Have you ever had a premonition that a patient was going to code (and been right) without any obvious symptoms, abnormal labs, or vitals?... Read More

  1. by   Genista
    I absolutely agree with trusting those "gut feelings."
    I had a patient who was a frequent flyer...tell me one day that,"This admission is different. Most times I can see myself going home, but this time I can't! I'm sooo afraid to die!"
    Bless her heart! She was such a brave, sweet woman who had been through so much...and she did die a few days later. It was a little surprise, as she had beaten the odd countless times before. I can still see her sweet face & recall the exact tone of her voice. She was only in her 40s. ;-(

    We need to pay heed to those "gut feelings" or intuition, whatever you want to call it...
  2. by   Jenny P
    I trust my gut feelings all the time when I'm caring for/about someone. When I was a poor student nurse, and even though I couldn't afford it I had a feeling I should call home; the Uncle who raised me had had a heart attack that day. My intuition is quite good about my patients and I have pretty good rapport with the docs so they listen when I tell them I'm worried about someone.
  3. by   CMERN
    UHmm...have had "that feeling and was right "..it IS creepy... recenly had a dream that MY hands were chopped off. Woke up so distressed because being a nurse,your hands are your most vauable tool..one night that very same week a young mother MY age was brought in from a roll over MVC...her hands had been amputated.... I strongly believe nurses have THAT intuition. I pray that I get to use it for the patients GOOD outcome..
  4. by   fab4fan
    CMERN: THAT is strange!!!
  5. by   kavi
    Most definitely. In EMS it happens all the time. Two patients with identical problems, one you don't worry about--the other you just know. Or when you find yourself following a slightly different procedure than usual, because instinct tells you to. And it saves their life.

    It's the fighters that make it too--no doubt the ones who say "I'm gonna die" seem to always find a way despite our best efforts.

    But then there's the other side, and I have funny story along that line. I was working as a med. assistant in a small clinic. A patient who was ill, but more of a hypochondriac than anything, came in with chest pains. His vitals, ekg, everything were the same as they always were.

    "I didn't say goodbye to my wife this morning." "I know this is it, I'm going to die." he kept saying. We continued to offer tlc,and tried to get at the root of his pain problem.

    Suddenly, the electricity went out and the room went black. No one moved, for fear of sticking someone, etc. As the lights came back on, the computer in the next room played it's turning on microsoft harp music.

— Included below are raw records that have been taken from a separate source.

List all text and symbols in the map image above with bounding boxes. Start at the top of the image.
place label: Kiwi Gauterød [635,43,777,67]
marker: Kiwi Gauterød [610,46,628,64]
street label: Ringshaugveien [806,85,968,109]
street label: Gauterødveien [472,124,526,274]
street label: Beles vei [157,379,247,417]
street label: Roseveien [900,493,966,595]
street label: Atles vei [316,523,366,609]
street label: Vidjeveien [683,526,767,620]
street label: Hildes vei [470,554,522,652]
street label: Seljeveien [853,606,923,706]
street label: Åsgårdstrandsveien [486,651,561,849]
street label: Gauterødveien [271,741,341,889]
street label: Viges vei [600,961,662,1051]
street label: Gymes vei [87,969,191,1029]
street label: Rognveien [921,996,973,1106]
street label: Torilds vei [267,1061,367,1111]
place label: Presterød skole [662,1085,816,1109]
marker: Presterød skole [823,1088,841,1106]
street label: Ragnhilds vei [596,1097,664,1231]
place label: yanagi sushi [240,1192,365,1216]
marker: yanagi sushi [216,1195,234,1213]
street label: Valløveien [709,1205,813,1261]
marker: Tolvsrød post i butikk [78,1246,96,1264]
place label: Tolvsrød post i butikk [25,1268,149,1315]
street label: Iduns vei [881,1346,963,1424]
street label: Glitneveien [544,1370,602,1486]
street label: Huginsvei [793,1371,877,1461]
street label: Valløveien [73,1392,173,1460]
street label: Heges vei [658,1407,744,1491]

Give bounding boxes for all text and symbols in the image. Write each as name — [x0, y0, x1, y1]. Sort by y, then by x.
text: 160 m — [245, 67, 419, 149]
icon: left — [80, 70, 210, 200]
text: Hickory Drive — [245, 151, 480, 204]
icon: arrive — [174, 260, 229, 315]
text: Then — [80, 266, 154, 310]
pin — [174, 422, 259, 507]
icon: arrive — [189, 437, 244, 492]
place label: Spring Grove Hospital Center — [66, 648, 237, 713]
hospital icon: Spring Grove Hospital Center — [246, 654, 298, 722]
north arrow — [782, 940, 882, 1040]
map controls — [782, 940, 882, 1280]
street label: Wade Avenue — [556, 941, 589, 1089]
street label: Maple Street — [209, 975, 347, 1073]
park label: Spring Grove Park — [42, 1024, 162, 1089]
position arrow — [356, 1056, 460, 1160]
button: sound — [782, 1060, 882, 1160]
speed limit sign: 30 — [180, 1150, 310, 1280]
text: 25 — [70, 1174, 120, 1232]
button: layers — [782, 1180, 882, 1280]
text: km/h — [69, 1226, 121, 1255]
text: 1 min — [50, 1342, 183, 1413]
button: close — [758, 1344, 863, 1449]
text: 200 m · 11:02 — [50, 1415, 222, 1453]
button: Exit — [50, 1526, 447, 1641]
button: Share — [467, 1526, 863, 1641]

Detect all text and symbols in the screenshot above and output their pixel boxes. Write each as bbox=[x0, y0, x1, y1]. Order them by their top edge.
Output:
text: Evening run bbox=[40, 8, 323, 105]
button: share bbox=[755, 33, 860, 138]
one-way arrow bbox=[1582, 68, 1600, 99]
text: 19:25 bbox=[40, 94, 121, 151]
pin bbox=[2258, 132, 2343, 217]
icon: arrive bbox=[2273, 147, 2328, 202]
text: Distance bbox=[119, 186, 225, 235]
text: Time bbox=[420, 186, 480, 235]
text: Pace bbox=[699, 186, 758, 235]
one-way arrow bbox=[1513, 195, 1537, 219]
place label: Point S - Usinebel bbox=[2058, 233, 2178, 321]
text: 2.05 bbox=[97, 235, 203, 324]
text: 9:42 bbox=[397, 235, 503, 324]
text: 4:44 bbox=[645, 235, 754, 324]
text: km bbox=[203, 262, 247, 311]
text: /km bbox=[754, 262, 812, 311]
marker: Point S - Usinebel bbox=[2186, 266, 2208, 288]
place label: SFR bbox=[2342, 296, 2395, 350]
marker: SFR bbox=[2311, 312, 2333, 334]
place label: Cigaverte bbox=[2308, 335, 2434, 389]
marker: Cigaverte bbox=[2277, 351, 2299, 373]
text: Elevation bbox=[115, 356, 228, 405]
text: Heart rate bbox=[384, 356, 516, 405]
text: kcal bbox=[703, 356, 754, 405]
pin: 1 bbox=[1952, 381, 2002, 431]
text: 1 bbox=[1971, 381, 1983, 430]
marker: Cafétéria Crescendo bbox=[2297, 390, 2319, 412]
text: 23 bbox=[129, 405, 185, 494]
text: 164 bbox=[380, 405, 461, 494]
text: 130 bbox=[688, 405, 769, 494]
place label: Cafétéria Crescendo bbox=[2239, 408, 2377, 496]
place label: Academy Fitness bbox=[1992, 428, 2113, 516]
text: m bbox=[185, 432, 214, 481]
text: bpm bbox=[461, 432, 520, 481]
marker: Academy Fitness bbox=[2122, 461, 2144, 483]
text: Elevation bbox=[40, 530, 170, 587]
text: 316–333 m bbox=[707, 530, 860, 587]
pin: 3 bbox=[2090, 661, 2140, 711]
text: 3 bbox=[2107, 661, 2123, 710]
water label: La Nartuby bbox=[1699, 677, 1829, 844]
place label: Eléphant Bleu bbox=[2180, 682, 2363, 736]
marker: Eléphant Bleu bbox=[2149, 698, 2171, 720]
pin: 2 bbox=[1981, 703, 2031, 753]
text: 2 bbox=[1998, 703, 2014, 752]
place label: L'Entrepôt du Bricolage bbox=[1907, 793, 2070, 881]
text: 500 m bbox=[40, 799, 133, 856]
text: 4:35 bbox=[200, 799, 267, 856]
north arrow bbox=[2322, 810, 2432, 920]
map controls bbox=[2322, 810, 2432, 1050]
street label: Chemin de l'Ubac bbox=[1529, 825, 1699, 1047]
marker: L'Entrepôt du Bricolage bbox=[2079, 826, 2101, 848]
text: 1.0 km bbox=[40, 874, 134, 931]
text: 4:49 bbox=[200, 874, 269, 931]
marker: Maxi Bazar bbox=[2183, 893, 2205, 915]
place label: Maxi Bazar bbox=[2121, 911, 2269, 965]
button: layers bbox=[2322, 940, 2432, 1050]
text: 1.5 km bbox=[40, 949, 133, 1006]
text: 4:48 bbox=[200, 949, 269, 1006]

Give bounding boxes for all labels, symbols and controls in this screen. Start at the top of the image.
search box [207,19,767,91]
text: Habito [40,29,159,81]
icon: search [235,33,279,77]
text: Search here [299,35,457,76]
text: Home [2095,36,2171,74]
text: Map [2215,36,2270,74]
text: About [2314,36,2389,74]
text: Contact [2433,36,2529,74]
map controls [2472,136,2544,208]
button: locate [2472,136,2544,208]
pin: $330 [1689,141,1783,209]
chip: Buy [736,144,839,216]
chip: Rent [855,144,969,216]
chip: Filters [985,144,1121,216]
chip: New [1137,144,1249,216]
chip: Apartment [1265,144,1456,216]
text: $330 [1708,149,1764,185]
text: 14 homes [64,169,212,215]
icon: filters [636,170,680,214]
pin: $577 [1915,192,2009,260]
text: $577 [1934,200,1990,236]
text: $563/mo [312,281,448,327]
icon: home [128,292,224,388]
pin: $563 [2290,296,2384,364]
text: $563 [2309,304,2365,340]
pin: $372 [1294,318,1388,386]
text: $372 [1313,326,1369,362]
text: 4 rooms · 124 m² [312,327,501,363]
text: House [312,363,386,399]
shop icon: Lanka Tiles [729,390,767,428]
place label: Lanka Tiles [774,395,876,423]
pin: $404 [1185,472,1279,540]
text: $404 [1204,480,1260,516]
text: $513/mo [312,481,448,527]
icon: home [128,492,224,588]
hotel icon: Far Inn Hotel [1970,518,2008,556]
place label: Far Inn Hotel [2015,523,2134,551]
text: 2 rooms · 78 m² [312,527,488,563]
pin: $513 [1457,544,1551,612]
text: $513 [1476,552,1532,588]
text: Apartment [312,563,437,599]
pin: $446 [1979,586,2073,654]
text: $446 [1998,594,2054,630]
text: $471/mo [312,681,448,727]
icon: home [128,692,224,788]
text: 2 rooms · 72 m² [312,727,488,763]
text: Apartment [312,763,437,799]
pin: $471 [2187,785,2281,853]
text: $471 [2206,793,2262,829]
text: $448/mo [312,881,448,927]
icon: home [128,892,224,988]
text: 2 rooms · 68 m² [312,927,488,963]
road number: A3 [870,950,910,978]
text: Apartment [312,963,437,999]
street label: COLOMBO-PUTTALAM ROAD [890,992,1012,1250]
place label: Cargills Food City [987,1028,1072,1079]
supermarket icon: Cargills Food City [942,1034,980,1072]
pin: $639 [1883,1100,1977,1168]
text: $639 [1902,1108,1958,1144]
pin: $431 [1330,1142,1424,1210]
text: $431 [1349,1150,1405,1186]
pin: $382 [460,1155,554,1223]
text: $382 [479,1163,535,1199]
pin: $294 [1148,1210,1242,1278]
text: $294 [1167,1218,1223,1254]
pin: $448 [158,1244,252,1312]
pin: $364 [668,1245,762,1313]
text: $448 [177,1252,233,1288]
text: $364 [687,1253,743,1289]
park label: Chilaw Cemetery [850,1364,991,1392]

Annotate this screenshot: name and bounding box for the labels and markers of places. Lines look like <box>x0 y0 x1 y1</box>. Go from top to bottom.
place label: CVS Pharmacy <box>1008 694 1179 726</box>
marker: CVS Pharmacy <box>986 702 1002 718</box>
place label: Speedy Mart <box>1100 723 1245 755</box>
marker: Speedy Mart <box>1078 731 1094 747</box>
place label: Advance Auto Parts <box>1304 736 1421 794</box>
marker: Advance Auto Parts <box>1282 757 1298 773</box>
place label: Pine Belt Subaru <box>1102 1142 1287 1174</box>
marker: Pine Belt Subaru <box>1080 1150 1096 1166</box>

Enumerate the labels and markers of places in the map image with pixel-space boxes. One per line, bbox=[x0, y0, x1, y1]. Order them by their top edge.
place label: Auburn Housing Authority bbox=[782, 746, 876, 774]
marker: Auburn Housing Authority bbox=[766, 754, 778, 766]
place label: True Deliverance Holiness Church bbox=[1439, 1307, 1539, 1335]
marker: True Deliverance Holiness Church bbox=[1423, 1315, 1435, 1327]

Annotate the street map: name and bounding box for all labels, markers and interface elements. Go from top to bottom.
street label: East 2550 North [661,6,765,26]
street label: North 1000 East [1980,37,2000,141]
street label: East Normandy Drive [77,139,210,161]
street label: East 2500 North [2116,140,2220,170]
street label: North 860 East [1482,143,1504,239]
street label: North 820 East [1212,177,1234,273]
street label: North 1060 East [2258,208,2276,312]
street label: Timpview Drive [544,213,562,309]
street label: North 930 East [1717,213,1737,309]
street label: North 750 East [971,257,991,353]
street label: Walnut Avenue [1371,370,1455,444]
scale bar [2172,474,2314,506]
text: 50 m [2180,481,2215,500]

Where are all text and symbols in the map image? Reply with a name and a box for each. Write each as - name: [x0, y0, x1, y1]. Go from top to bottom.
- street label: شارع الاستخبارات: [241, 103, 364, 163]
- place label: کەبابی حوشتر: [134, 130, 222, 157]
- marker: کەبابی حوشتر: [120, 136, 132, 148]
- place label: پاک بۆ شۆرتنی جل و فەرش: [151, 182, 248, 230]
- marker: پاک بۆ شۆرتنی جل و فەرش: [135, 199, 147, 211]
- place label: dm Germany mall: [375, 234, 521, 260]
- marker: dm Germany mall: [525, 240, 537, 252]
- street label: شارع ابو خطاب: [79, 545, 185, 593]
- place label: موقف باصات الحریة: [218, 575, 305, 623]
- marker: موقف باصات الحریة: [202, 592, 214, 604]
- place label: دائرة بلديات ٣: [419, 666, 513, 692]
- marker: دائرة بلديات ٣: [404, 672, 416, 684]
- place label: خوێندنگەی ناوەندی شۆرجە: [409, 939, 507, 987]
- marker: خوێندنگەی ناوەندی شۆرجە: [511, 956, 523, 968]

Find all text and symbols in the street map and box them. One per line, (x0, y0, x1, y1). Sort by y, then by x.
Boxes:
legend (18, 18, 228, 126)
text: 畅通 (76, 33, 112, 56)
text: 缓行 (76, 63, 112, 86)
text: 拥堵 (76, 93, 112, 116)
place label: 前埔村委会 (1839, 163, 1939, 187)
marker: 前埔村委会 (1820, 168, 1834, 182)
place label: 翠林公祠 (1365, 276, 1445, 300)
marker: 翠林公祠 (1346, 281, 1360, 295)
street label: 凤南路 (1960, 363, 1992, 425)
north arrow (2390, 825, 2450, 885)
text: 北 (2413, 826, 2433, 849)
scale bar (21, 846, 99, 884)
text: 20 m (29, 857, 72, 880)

    "I really died, I hear harps!" the patient yelled. "It's okay, just don't look into the light!" the doctor yelled back. Theree's no cure like the laughter cure.
  6. by   zudy
    This has happenned to me several times. Also, 3 different times I have almost asked a pt who thier onocologist was that cared for them, and something held me back. All 3 of these pts had not been dx w/ CA yet, and I found out later that all 3 was diagnosed.:stone CMERN, that is wild! That would have scared me!!
  7. by   mattsmom81
    That 'little nagging voice' is generally correct...ignore it at your own peril.
  8. by   baseline
    Originally posted by Stargazer:

    The who in the what now, baseline?

    TNTC....Too Numerous To Count




    __________________
  9. by   Dr. Kate
    The way I was taught nursing, there was no such thing as nurses intuition. Rather there are numerous extremely subtle variations in patient behavior, appearance, reactions, etc, that lead you to know something has changed and bears attention. I think that's why you turn into a room, just to check. Something was seen and assessed, probably unconsciously, and demanded a look.
    Too often I hear nurses denegrate the assessment part of patient care when it is the one thing that distinguishes us from other healthcare professionals. Nurses are assessing and reassessing their patients constantly. Even when you aren't thinking about it. Once you learn how to assess on the fly, you do it as automatically as you breathe, to everyone.
  10. by   oramar
    I said this before, the hair stands up on back of my neck sometimes. That means Code soon.
  11. by   Stargazer
    Originally posted by baseline
    TNTC....Too Numerous To Count
    Aaahh--thank you! That was driving me nuts!

    Dr. Kate: to me, nurses' "intuition" is really a catch-all phrase we use to describe the subjective feeling we get about a patient after processing all known information both consciously AND sub- or unconsciously. Much of that is going to be assessement, whether you know you're doing it or not. That's why I take my "intuition" so seriously.

    Maybe the term is misleading, because it sounds so New-Age-y and intangible, but to me, it's based on something very concrete.
  12. by   Q.
    Maybe the term is misleading, because it sounds so New-Age-y and intangible, but to me, it's based on something very concrete
    Now if only we can articulate that "thing", we'd be on our way to an accepted philosophy of nursing!
  13. by   Stargazer
    EXACTLY! Why don't you get right on that, Susy?